▶ _Exercise brief_: Copy the lines exactly. Begin at the first line of the data and stop after the line with "0 #bf9a8d) drop-shadow(-2px".

+++

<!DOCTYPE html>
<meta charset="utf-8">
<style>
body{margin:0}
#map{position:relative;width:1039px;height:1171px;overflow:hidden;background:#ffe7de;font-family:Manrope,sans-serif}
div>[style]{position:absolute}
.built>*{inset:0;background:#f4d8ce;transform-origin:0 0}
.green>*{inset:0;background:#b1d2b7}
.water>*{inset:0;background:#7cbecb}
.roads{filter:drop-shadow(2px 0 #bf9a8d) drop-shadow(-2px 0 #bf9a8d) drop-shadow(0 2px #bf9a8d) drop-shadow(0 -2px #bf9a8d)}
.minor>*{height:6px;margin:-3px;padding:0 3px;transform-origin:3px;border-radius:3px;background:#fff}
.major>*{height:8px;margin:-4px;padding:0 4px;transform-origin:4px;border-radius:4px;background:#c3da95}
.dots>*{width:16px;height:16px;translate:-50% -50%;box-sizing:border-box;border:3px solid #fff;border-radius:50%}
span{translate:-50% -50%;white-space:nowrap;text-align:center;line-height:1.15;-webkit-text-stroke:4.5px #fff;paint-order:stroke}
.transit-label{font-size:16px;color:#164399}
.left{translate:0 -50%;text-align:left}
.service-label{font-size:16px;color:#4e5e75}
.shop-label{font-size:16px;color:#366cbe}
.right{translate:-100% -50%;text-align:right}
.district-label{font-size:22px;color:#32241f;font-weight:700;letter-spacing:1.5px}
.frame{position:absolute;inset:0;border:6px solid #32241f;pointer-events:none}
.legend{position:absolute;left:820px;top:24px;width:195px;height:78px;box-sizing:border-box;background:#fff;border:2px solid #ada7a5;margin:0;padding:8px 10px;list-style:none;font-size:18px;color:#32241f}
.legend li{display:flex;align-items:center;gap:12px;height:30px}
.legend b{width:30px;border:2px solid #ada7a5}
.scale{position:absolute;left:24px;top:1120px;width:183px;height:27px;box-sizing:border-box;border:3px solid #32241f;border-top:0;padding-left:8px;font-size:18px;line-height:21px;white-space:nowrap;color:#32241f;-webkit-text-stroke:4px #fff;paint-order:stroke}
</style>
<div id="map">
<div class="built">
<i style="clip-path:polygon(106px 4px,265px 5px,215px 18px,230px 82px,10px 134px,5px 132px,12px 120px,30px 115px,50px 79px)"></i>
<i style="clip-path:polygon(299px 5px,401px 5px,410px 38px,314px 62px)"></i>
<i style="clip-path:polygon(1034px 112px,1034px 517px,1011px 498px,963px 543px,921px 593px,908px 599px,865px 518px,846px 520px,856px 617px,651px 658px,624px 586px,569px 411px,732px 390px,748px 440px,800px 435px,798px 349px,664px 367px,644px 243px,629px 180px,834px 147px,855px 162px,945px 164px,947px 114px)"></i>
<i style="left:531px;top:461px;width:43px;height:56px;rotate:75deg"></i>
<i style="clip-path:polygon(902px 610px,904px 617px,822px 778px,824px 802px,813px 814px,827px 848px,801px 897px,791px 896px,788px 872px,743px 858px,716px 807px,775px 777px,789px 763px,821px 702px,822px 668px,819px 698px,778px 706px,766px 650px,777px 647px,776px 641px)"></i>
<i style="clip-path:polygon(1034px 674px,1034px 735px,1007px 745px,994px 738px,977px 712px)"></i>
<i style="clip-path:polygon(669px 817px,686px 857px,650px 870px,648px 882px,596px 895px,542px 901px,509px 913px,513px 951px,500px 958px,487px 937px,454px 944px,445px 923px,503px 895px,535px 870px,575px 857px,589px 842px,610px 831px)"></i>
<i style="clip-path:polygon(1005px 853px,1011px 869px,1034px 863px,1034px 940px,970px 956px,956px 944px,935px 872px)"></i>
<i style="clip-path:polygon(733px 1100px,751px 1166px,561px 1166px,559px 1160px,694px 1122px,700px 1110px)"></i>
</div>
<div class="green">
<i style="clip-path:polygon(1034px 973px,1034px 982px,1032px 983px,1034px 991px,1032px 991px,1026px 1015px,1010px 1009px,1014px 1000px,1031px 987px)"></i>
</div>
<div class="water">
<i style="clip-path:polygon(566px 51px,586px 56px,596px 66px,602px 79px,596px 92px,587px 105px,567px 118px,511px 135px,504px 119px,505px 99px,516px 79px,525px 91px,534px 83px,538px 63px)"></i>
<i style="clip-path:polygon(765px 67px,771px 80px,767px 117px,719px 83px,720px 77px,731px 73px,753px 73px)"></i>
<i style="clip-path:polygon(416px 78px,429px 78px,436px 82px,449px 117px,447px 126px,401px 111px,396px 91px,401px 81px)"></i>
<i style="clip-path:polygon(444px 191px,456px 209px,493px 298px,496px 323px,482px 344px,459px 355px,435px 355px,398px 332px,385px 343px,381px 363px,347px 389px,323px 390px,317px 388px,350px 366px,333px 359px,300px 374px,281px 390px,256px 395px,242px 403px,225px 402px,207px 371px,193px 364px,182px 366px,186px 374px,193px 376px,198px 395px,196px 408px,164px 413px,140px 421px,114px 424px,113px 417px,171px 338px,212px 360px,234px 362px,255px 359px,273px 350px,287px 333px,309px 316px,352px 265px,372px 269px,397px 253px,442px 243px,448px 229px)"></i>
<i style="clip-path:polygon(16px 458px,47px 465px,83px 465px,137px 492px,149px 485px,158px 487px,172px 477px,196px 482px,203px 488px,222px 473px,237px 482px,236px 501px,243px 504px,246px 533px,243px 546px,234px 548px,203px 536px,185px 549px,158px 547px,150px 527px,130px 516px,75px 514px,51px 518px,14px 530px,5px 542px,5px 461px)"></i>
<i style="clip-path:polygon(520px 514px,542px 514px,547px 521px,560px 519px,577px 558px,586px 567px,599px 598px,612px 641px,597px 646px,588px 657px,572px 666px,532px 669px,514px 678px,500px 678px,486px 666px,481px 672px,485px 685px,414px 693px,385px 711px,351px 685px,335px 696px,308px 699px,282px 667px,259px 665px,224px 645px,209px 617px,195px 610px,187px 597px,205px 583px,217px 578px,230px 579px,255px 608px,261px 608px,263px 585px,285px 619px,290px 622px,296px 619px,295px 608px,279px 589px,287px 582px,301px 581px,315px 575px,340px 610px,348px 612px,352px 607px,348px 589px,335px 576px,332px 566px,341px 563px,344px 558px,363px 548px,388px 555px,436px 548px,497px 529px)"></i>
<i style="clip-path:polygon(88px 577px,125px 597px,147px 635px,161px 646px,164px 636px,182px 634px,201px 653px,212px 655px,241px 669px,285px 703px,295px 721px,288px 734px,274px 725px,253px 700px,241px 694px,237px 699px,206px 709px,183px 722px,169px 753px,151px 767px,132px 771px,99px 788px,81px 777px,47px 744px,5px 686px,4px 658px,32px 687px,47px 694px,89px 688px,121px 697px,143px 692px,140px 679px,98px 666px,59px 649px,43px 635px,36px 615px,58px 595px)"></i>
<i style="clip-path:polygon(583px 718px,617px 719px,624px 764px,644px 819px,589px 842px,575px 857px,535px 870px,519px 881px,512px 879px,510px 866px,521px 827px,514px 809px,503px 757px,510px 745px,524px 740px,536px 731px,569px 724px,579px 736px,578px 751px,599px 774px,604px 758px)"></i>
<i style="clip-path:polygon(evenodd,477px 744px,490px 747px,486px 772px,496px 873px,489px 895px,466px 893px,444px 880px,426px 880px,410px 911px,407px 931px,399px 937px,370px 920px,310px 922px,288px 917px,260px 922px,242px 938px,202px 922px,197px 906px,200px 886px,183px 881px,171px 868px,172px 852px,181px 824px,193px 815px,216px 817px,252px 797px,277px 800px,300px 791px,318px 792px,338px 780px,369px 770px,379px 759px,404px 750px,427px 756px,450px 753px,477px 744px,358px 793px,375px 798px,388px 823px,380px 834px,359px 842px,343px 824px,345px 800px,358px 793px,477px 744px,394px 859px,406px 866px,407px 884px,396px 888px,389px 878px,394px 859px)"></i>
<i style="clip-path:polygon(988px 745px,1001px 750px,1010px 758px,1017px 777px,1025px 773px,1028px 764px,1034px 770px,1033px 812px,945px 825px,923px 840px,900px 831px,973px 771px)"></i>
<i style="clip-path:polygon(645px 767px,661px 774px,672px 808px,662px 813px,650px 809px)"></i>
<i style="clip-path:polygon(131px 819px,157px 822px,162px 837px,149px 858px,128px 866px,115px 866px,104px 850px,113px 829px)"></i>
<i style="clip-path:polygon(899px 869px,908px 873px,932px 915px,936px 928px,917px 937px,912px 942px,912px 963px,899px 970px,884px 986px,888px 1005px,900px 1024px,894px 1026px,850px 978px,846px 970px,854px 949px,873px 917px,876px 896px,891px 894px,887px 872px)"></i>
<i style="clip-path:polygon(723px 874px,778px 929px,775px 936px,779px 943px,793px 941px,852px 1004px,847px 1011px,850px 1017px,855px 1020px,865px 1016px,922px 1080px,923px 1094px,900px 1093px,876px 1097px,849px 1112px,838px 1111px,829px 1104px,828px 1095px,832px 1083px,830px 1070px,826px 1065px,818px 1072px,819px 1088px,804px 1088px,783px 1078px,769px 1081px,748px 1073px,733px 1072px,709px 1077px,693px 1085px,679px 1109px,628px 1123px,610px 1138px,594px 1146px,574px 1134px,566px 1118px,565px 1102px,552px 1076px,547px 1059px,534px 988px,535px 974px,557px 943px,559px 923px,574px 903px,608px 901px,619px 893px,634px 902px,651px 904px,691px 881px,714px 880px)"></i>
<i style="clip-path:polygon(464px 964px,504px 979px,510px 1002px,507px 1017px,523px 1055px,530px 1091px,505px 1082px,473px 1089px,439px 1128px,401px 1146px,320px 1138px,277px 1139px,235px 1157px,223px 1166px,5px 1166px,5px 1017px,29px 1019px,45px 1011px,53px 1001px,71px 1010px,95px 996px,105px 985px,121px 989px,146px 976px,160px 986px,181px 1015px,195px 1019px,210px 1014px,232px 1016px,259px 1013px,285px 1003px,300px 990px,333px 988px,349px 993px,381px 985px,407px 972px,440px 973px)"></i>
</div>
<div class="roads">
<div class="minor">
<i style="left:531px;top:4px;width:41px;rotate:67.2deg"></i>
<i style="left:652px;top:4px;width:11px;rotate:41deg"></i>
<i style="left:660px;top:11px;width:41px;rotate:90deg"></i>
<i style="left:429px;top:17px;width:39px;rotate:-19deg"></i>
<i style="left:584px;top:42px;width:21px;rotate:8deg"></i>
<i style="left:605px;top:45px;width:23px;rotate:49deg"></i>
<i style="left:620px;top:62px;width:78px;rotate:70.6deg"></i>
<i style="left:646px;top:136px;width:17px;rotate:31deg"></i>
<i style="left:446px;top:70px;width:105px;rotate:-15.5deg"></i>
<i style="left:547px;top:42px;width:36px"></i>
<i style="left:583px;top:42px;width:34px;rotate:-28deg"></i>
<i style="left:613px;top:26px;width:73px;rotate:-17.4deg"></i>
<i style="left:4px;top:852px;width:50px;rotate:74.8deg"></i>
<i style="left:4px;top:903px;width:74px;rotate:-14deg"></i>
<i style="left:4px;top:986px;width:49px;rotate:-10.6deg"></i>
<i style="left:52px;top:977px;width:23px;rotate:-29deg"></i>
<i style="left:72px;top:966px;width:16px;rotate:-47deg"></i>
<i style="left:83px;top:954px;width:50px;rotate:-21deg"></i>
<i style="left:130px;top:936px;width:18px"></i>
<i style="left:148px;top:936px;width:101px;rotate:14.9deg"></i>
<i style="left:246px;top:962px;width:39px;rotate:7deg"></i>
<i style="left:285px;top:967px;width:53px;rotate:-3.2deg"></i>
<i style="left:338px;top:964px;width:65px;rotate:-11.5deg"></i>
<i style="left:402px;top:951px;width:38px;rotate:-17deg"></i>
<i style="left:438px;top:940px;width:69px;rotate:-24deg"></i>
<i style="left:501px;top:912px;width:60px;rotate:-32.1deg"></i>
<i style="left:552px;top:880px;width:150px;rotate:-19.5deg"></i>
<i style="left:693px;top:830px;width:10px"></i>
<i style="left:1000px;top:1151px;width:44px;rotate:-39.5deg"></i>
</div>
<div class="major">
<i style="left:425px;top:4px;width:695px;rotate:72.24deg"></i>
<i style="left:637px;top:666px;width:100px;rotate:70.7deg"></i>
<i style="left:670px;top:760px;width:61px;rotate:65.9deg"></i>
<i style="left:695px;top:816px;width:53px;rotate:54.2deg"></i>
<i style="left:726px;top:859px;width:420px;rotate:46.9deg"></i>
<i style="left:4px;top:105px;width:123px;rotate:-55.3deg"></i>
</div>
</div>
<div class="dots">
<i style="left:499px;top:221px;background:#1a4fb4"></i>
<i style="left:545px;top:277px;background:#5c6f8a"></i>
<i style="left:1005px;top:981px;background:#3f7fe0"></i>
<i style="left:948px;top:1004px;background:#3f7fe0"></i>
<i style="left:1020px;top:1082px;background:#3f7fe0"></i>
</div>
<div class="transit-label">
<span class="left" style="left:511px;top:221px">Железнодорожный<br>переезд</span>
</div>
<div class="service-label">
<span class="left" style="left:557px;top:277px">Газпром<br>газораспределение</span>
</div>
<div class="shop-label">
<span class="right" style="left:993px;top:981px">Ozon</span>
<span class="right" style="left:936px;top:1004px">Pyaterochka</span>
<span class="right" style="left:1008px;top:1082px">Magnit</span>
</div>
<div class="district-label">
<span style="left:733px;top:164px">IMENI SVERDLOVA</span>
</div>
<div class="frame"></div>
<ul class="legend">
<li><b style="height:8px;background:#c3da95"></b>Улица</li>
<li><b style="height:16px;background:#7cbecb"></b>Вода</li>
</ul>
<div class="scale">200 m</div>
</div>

+++

▶ _Response to the task_:
<!DOCTYPE html>
<meta charset="utf-8">
<style>
body{margin:0}
#map{position:relative;width:1039px;height:1171px;overflow:hidden;background:#ffe7de;font-family:Manrope,sans-serif}
div>[style]{position:absolute}
.built>*{inset:0;background:#f4d8ce;transform-origin:0 0}
.green>*{inset:0;background:#b1d2b7}
.water>*{inset:0;background:#7cbecb}
.roads{filter:drop-shadow(2px 0 #bf9a8d) drop-shadow(-2px 0 #bf9a8d) drop-shadow(0 2px #bf9a8d) drop-shadow(0 -2px #bf9a8d)}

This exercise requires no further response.